| Problem description |
Search the records below for "Sokak" and copy every line it turns up in.

-------- Task data

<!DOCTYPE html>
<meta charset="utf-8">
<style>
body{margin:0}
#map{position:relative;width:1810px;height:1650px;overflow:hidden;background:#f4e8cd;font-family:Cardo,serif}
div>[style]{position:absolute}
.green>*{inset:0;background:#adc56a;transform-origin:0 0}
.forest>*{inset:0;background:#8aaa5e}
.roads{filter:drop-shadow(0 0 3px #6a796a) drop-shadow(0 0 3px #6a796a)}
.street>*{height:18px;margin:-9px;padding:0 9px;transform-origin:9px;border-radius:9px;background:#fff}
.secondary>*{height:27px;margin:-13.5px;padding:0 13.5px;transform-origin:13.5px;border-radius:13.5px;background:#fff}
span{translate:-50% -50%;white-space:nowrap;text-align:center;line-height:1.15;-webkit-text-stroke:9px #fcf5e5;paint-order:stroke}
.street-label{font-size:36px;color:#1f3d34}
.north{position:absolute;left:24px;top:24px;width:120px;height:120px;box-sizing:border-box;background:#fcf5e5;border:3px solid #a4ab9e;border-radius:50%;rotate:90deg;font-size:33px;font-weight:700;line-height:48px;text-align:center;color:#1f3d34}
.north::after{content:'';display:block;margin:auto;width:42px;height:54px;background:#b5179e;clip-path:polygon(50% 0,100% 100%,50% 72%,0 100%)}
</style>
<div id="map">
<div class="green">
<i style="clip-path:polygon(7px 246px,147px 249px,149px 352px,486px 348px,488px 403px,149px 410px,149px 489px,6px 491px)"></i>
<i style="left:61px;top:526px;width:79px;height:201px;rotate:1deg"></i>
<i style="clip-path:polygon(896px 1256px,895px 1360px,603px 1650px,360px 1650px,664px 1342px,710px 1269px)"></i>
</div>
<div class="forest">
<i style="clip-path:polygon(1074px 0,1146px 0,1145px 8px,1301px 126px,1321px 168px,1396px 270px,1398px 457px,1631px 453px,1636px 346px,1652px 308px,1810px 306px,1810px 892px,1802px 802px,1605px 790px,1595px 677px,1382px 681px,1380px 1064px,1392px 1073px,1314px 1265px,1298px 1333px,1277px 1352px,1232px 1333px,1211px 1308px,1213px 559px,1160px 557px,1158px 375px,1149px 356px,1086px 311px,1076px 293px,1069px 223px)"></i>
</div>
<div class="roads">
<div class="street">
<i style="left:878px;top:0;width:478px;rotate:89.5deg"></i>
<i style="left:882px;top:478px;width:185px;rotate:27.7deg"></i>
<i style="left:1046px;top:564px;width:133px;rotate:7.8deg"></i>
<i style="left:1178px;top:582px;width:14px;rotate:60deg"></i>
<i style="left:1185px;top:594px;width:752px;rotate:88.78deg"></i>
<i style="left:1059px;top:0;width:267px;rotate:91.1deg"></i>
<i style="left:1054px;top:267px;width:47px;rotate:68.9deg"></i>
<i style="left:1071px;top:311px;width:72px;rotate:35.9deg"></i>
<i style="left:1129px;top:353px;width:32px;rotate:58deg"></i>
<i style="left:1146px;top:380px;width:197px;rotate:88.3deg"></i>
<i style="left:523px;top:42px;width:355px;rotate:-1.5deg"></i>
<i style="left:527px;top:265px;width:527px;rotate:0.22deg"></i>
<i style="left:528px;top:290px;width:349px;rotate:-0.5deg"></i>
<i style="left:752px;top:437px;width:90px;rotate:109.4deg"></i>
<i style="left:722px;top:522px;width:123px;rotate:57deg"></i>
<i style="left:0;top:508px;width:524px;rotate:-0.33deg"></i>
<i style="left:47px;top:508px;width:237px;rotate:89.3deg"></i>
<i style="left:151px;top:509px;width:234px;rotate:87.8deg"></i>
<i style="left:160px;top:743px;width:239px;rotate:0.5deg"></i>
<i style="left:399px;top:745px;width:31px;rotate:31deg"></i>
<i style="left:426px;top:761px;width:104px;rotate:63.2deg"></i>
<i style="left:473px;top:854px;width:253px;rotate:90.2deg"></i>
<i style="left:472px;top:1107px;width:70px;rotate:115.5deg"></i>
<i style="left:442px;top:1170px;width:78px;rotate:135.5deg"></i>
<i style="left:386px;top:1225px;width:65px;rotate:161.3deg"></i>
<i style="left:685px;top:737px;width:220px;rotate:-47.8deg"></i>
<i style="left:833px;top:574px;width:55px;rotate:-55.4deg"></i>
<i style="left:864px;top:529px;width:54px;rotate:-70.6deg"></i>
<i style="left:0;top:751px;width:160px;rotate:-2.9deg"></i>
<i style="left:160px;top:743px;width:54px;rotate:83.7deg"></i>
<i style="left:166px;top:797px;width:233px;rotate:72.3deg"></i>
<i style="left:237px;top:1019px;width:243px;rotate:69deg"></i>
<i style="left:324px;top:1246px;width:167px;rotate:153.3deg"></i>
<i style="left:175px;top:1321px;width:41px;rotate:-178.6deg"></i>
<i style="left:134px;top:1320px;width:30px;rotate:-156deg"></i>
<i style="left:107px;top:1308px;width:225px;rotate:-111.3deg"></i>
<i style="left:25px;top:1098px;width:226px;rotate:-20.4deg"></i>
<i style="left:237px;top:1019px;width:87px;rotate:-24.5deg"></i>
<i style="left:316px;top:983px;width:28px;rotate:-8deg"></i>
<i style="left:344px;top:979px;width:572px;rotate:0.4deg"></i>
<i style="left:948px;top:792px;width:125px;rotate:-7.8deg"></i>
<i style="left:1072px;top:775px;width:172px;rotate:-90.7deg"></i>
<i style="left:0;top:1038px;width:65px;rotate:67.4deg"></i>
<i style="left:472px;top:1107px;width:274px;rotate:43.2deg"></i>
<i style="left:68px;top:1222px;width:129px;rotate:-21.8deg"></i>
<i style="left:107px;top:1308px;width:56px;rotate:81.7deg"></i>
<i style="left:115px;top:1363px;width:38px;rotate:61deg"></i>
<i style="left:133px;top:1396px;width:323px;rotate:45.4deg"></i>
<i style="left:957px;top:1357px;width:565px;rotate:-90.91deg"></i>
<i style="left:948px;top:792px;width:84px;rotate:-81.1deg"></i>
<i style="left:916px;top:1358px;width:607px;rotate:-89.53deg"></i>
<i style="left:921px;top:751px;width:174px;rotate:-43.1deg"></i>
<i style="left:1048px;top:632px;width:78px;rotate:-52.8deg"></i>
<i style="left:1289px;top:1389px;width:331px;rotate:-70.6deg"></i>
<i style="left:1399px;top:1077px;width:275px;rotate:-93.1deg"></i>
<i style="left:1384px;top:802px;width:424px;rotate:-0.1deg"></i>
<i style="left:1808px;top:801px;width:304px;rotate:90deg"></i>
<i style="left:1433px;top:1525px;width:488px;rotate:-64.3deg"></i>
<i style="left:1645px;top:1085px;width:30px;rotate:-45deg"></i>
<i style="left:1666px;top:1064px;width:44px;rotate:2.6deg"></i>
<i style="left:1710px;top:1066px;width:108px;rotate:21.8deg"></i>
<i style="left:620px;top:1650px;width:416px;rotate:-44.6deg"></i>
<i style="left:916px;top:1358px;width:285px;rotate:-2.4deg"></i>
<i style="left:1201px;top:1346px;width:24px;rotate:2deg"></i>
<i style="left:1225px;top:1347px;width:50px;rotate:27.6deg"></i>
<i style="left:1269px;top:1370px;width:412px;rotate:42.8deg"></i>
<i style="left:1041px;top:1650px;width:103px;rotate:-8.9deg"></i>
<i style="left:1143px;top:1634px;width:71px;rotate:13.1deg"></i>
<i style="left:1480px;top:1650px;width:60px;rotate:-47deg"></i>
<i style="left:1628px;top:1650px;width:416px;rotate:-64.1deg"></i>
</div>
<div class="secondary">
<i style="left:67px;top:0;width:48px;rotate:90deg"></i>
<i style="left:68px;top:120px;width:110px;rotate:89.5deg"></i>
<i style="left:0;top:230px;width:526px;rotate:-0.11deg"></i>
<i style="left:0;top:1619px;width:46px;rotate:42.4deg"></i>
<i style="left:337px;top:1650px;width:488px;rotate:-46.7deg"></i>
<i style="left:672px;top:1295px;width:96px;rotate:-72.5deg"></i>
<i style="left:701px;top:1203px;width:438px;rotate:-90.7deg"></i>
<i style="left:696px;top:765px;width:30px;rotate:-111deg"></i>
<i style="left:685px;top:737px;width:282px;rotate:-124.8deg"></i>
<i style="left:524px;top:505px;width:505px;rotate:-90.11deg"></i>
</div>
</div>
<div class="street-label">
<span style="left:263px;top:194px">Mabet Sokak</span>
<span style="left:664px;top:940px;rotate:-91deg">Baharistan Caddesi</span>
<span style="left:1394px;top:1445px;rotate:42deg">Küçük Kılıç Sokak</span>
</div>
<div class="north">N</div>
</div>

----------------

| Response area |
<span style="left:263px;top:194px">Mabet Sokak</span>
<span style="left:1394px;top:1445px;rotate:42deg">Küçük Kılıç Sokak</span>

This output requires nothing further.